[Source information — start]

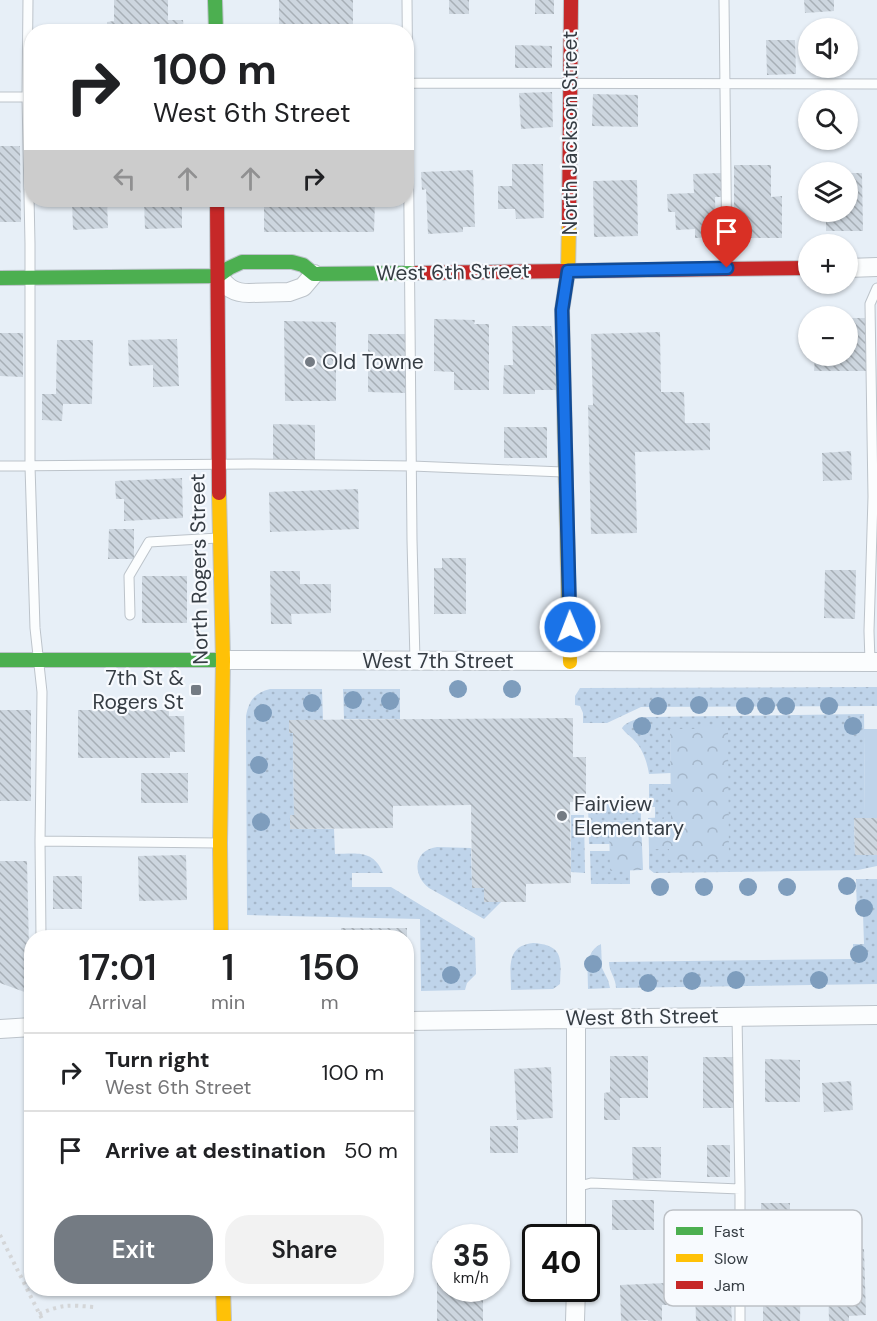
<!DOCTYPE html>
<meta charset="utf-8">
<style>
:root{--surface:#fff;--page:#f2f2f2;--text:#202124;--muted:#757577;--line:#e0e0e0;--accent:#747b83}
body{margin:0;font-family:"DM Sans",sans-serif;background:var(--page);color:var(--text);height:100vh;display:flex;flex-direction:column;font-size:22px;white-space:nowrap}
*{box-sizing:border-box;margin:0}
p{font-size:20px;color:var(--muted)}
.icon{flex:none;width:33px;height:33px;fill:none;stroke:currentColor;stroke-width:2;stroke-linecap:round;stroke-linejoin:round}
.map{position:relative;flex:1;overflow:hidden}
.drawer{position:absolute;left:24px;top:930px;width:390px;height:366px;display:flex;flex-direction:column;background:var(--surface);border-radius:24px;box-shadow:0 2px 4px #0004}
.drawer>*{flex:none}
.top-card{position:absolute;left:24px;top:24px;width:390px;height:183px;border-radius:24px;box-shadow:0 2px 4px #0004;background:#fff;color:var(--text);overflow:hidden}
.buttons{position:absolute;left:798px;top:18px;display:grid;gap:12px}
.buttons a{display:grid;place-items:center;width:60px;height:60px;border-radius:50%;background:var(--surface);box-shadow:0 2px 4px #0004;font-size:30px}
.speed{position:absolute;left:432px;top:1224px;display:flex;gap:12px;font-size:30px;font-weight:700;text-align:center}
.speed>*{display:grid;place-content:center;width:78px;height:78px;border-radius:50%;background:var(--surface);box-shadow:0 2px 4px #0004;line-height:1}
.speed small{font-size:15px;font-weight:400}
.speed .limit{border:3px solid #111;border-radius:9px;background:#fff;color:#111}
.pin{position:absolute;display:grid;place-items:center;width:51px;height:51px;color:#fff;margin:-62px -26px;border-radius:50% 50% 50% 0;rotate:-45deg;box-shadow:0 0 6px #0007}
.pin .icon{rotate:45deg}
.me{position:absolute;width:66px;margin:-33px;rotate:359deg;stroke-linejoin:round;filter:drop-shadow(0 0 4px #0008)}
.turn{display:flex;align-items:center;gap:21px;height:126px;padding:0 30px;font-size:27px}
.turn .icon{width:78px;height:78px;stroke-width:2.5}
.turn b{display:block;font-size:42px;line-height:51px}
.lanes{display:flex;align-items:center;height:57px;padding:0 30px;background:#0003;justify-content:center;gap:30px;direction:ltr}
.lanes .off{opacity:.35}
.eta{display:flex;justify-content:space-evenly;align-items:center;height:102px;text-align:center}
.eta b{font-size:36px;font-weight:600;line-height:42px}
.button{display:flex;gap:12px;margin-top:auto;padding:12px 30px}
.button a{flex:1;height:69px;border-radius:24px;background:var(--accent);color:#fff;font-size:24px;font-weight:600;line-height:69px;text-align:center}
.button a+a{background:var(--page);color:var(--text)}
ul{padding:0;list-style:none}
li{display:flex;align-items:center;gap:18px;height:78px;padding:0 30px;border-top:2px solid var(--line)}
li div{flex:1}
li b{display:block;font-size:22px}
li em{font-style:normal}
.map>svg:first-child{display:block}
</style>
<div class="map">
<svg width="877" height="1321" viewBox="0 0 877 1321">
<defs>
<pattern id="grass-dots" width="8" height="8" patternUnits="userSpaceOnUse" patternTransform="scale(1.5)"><rect width="8" height="8" fill="#bfd4ea"/><path d="M2 2h.1M6 6h.1" fill="none" stroke="#a5b7ca" stroke-width="1.8" stroke-linecap="round"/></pattern>
<pattern id="park-crowns" width="20" height="18" patternUnits="userSpaceOnUse" patternTransform="scale(1.5)"><rect width="20" height="18" fill="#bfd4ea"/><path d="M2 6a3 3 0 1 1 6 0M12 15a3 3 0 1 1 6 0" fill="none" stroke="#a5b7ca"/></pattern>
<pattern id="building-back-hatch" width="6" height="6" patternUnits="userSpaceOnUse" patternTransform="scale(1.5)"><rect width="6" height="6" fill="#cdd6df"/><path d="M-1 5l2 2M0 0l6 6M5-1l2 2" fill="none" stroke="#a7afb6"/></pattern>
</defs>
<rect width="100%" height="100%" fill="#e7eff7"/>
<path fill="url(#grass-dots)" d="M877 687V706L641 707 607 723H583V713L580 706 575 705V696L580 688Z
M270 689H322L323 720H289V733H293L294 815H290V829H334L335 854C356 854 373 849 383 873H352V887H391L475 938 476 974 467 983 465 990 421 991 420 919 247 915 246 716C249 701 254 693 270 689Z
M343 689H400V719H344Z
M864 714 865 818 854 819 855 855H877V866L858 870 654 873 649 869V849H669V860L728 726H701V729L670 730 671 773 649 774C647 761 642 747 632 738 628 734 625 733 622 728 626 721 640 718 648 717Z
M649 784H671V818H655V807H649Z
M641 800V820L609 821 610 844H589L588 802Z
M571 815H584L585 873 571 872Z
M437 847 471 848 472 887 484 888 485 902H501L484 919 429 888C412 875 413 850 437 847Z
M590 851H610V870H630V884H591Z
M856 879H877V984L616 988C616 978 609 972 609 962L853 959V944H864L863 914H857Z
M533 943C564 945 561 959 560 984L553 989 511 990C511 969 505 946 533 943Z
M601 944 602 968 608 980 610 988 588 989C588 972 584 952 601 944Z"/>
<path fill="url(#park-crowns)" d="M701 726H728L729 859 669 860V849H649L648 818 671 817 670 729H701Z
M641 820 643 870 610 871 609 821Z"/>
<path fill="#bfd4ea" d="M864 729H877V818H865Z"/>
<path fill="url(#building-back-hatch)" d="M114 0H168V20H183L184 32H107V22L114 21Z
M279 0H353V32H279Z
M449 0H469V14H449Z
M535 0H554V14H535Z
M804 0H834V11L805 13Z
M766 40H795L796 74 767 75Z
M515 45 552 46V68H515Z
M552 92 553 127 521 129 519 93Z
M593 94 638 95V127L592 126Z
M0 146H20L21 222H0Z
M512 164H543L544 218 516 219 515 209H498V186H512Z
M734 165H771V197L782 196V238H734Z
M473 170 475 227H463V232L428 234 426 189 422 190 421 172Z
M721 173 722 197H715L716 237 695 238V229L676 230 675 212H668L667 194 694 193 693 174Z
M848 173H862L863 231H826V212H848Z
M637 180 638 236 594 237 593 181Z
M72 200H107L108 228 73 230Z
M144 200H182V228L145 229Z
M264 200H375L374 232H264Z
M848 318H866V371H814L815 356H848Z
M434 319 475 320 474 324H489V390H454V372L434 371Z
M284 321 336 322V401H285Z
M512 326H551L561 390H535V394H503L504 365H513Z
M660 332 661 392H684L685 423H710V450L635 452 637 533 591 534 588 405H593L591 334Z
M0 333H23V377L0 376Z
M368 334H405V393L368 392Z
M177 339 179 386 153 387V365L129 366 128 340Z
M57 340H93L92 404H63L62 421 42 420V394H56Z
M273 424 315 425V460L273 459Z
M504 427H547V458H504Z
M851 451 852 480 823 481 822 453Z
M182 478 183 518 124 521V499H116L115 481Z
M358 489 359 529 270 532 269 492Z
M109 529H134V559H108Z
M442 558H466V614H434V568H442Z
M825 570H856L855 619 824 618Z
M270 571H300V584H331V613L291 614 292 624H271Z
M142 576H187V623H142Z
M0 710H31V801H0Z
M78 710H169V716H184L185 752H170V758H78Z
M573 718V757H586V801L570 802 571 883 526 884V902H484V888H472L471 805 393 806V828L290 829V815H294L293 733H289V720Z
M141 773H188V803H141Z
M854 818H877V855H855Z
M186 855 187 900 139 901 138 856Z
M0 861H27L30 994 0 983Z
M53 876H82V909H53Z
M341 928H407V938H341Z
M183 931V938H74V932Z
M610 1056H648V1098H620V1120H604V1093L610 1092Z
M703 1057H734V1108H703Z
M765 1059 800 1060V1102H765Z
M551 1067 553 1118 517 1120 514 1069Z
M851 1081 853 1110 824 1112 822 1083Z
M490 1126H518V1153H490Z
M707 1145H730V1177H707Z
M632 1147H661V1178L633 1179Z
M612 1200H654V1230H612Z
M761 1203H790V1234H761Z
M437 1241H446V1288H483V1321H437Z
M864 1249 866 1315 849 1316V1321H829L827 1250Z
M776 1272H801L800 1321H763V1288H776Z
M666 1283 667 1305H662V1321H648V1320L621 1321 620 1285Z
M730 1288 732 1321H696L695 1290Z"/>
<g fill="none" stroke-linecap="round" stroke-linejoin="round">
<defs>
<path id="lane" d="M28 0 27 97 30 244V466L35 628 42 692 40 841 41 938
M407 0 412 540 415 661
M724 0 727 266
M408 83 877 84
M0 97H32
M0 466 251 464 412 466 563 472
M130 615 129 576 149 542 218 538
M870 662 869 631 873 497 870 304 877 288
M40 841 218 843
M737 1016 740 1189V1321
M576 1187 591 1183 740 1189"/>
<path id="street" d="M848 268 877 267
M218 276C227 287 233 293 249 293L289 292 303 287 314 274
M223 660 877 662
M406 1021 877 1015
M0 1029 32 1027
M576 1238V1018
M575 1321 576 1288"/>
<path id="fast" d="M215 0 216 32
M0 278 218 276 229 268 242 262H292L303 265 314 274 416 273
M0 660H223"/>
<path id="slow" d="M569 223 568 271 562 310 570 662
M219 493 223 660 220 843 221 938
M223 1288 224 1321"/>
<path id="jam" d="M217 200 219 493
M569 223 571 0
M416 273 808 268"/>
</defs>
<use href="#lane" stroke="#bcc3ca" stroke-width="11"/>
<use href="#street" stroke="#bcc3ca" stroke-width="20"/>
<use href="#fast" stroke="#bcc3ca" stroke-width="16"/>
<use href="#slow" stroke="#bcc3ca" stroke-width="16"/>
<use href="#jam" stroke="#bcc3ca" stroke-width="16"/>
<path stroke="#d4d6d8" stroke-width="4" stroke-dasharray="3 4.5" stroke-linecap="butt" d="M0 1235 43 1321
M39 1314C63 1304 68 1305 94 1307"/>
<use href="#lane" stroke="#fbfdfe" stroke-width="9"/>
<use href="#street" stroke="#fbfdfe" stroke-width="18"/>
<use href="#fast" stroke="#4caf50" stroke-width="14"/>
<use href="#slow" stroke="#ffc107" stroke-width="14"/>
<use href="#jam" stroke="#c62828" stroke-width="14"/>
</g>
<g fill="#7e9dbd">
<circle cx="458" cy="689" r="9"/>
<circle cx="512" cy="689" r="9"/>
<circle cx="353" cy="700" r="9"/>
<circle cx="390" cy="701" r="9"/>
<circle cx="312" cy="703" r="9"/>
<circle cx="699" cy="705" r="9"/>
<circle cx="658" cy="706" r="9"/>
<circle cx="745" cy="706" r="9"/>
<circle cx="766" cy="706" r="9"/>
<circle cx="786" cy="706" r="9"/>
<circle cx="829" cy="706" r="9"/>
<circle cx="263" cy="713" r="9"/>
<circle cx="642" cy="726" r="9"/>
<circle cx="853" cy="726" r="9"/>
<circle cx="259" cy="765" r="9"/>
<circle cx="261" cy="822" r="9"/>
<circle cx="847" cy="886" r="9"/>
<circle cx="660" cy="887" r="9"/>
<circle cx="704" cy="887" r="9"/>
<circle cx="748" cy="887" r="9"/>
<circle cx="787" cy="887" r="9"/>
<circle cx="864" cy="908" r="9"/>
<circle cx="859" cy="954" r="9"/>
<circle cx="593" cy="964" r="9"/>
<circle cx="451" cy="975" r="9"/>
<circle cx="736" cy="980" r="9"/>
<circle cx="819" cy="980" r="9"/>
<circle cx="692" cy="981" r="9"/>
<circle cx="648" cy="983" r="9"/>
</g>
<g fill="none" stroke-linecap="round" stroke-linejoin="round">
<defs>
<path id="route" d="M570 627 562 310 568 271 727 268"/>
</defs>
<use href="#route" stroke="#114b97" stroke-width="15"/>
<use href="#route" stroke="#1a73e8" stroke-width="10"/>
</g>
<g fill="#747b83" stroke="#f7fafe" stroke-width="2">
<circle cx="310" cy="362" r="6"/>
<rect x="190" y="684" width="12" height="12" rx="3"/>
<circle cx="562" cy="816" r="6"/>
</g>
<g text-anchor="middle" stroke-width="4.5" stroke-linejoin="round" paint-order="stroke">
<g font-size="21" fill="#363d44" stroke="#f7fafe">
<text transform="translate(570 133) rotate(-90)" y="7">North Jackson Street</text>
<text transform="translate(453 272) rotate(-1)" y="7">West 6th Street</text>
<text transform="translate(199 569) rotate(-91)" y="7">North Rogers Street</text>
<text x="438" y="668">West 7th Street</text>
<text transform="translate(642 1017) rotate(-1)" y="7">West 8th Street</text>
</g>
<g font-size="21" fill="#363d44" stroke="#f7fafe" text-anchor="start">
<text x="322" y="369">Old Towne</text>
<text x="184" y="685" text-anchor="end">7th St &amp;<tspan x="184" dy="24">Rogers St</tspan></text>
<text x="574" y="811">Fairview<tspan x="574" dy="24">Elementary</tspan></text>
</g>
</g>
<rect x="664" y="1210" width="198" height="96" rx="9" fill="#f7fafe" stroke="#bdc1c6" stroke-width="1.5"/>
<rect x="676" y="1227" width="27" height="8" fill="#4caf50"/>
<rect x="676" y="1254" width="27" height="8" fill="#ffc107"/>
<rect x="676" y="1281" width="27" height="8" fill="#c62828"/>
<g font-size="16" fill="#363d44">
<text x="714" y="1237">Fast</text>
<text x="714" y="1264">Slow</text>
<text x="714" y="1291">Jam</text>
</g>
</svg>
<div class="buttons">
<a><svg class="icon" aria-label="sound" viewBox="0 0 24 24"><path d="M4 9h4l5-4v14l-5-4H4zM17 9q2 3 0 6"/></svg></a>
<a><svg class="icon" aria-label="search" viewBox="0 0 24 24"><circle cx="10" cy="10" r="6"/><path d="M15 15l6 6"/></svg></a>
<a><svg class="icon" aria-label="layers" viewBox="0 0 24 24"><path d="M12 4l9 5-9 5-9-5zM3 14l9 5 9-5"/></svg></a>
<a>+</a>
<a>−</a>
</div>
<div class="speed"><div>35<small>km/h</small></div><div class="limit">40</div></div>
<div class="pin" style="left:727px;top:268px;background:#d93025"><svg class="icon" aria-label="arrive" viewBox="0 0 24 24"><path d="M6 21V4h12l-3 4 3 4H6"/></svg></div>
<svg class="me" style="left:570px;top:627px" viewBox="-20 -20 40 40"><circle r="17" fill="#1a73e8" stroke="#fff" stroke-width="3"/><path d="M0-11L8 9 0 5-8 9z" fill="#fff"/></svg>
<div class="top-card">
<div class="turn"><svg class="icon" aria-label="right" viewBox="0 0 24 24"><path d="M7 20v-9h11M14 6l5 5-5 5"/></svg><div><b>100 m</b>West 6th Street</div></div>
<div class="lanes"><svg class="icon off" aria-label="left" viewBox="0 0 24 24"><path d="M17 20v-9H6M10 6l-5 5 5 5"/></svg><svg class="icon off" aria-label="ahead" viewBox="0 0 24 24"><path d="M12 20V5M6 11l6-6 6 6"/></svg><svg class="icon off" aria-label="ahead" viewBox="0 0 24 24"><path d="M12 20V5M6 11l6-6 6 6"/></svg><svg class="icon" aria-label="right" viewBox="0 0 24 24"><path d="M7 20v-9h11M14 6l5 5-5 5"/></svg></div>
</div>
<section class="drawer">
<div class="eta">
<div><b>17:01</b><p>Arrival</p></div>
<div><b>1</b><p>min</p></div>
<div><b>150</b><p>m</p></div>
</div>
<ul>
<li><svg class="icon" aria-label="right" viewBox="0 0 24 24"><path d="M7 20v-9h11M14 6l5 5-5 5"/></svg><div><b>Turn right</b><p>West 6th Street</p></div><em>100 m</em></li>
<li><svg class="icon" aria-label="arrive" viewBox="0 0 24 24"><path d="M6 21V4h12l-3 4 3 4H6"/></svg><div><b>Arrive at destination</b></div><em>50 m</em></li>
</ul>
<div class="button"><a>Exit</a><a>Share</a></div>
</section>
</div>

[Source information — finish]

§ Try it:
Among the lines above, find those that contain the word "column" and copy them.

§ Answer below:
body{margin:0;font-family:"DM Sans",sans-serif;background:var(--page);color:var(--text);height:100vh;display:flex;flex-direction:column;font-size:22px;white-space:nowrap}
.drawer{position:absolute;left:24px;top:930px;width:390px;height:366px;display:flex;flex-direction:column;background:var(--surface);border-radius:24px;box-shadow:0 2px 4px #0004}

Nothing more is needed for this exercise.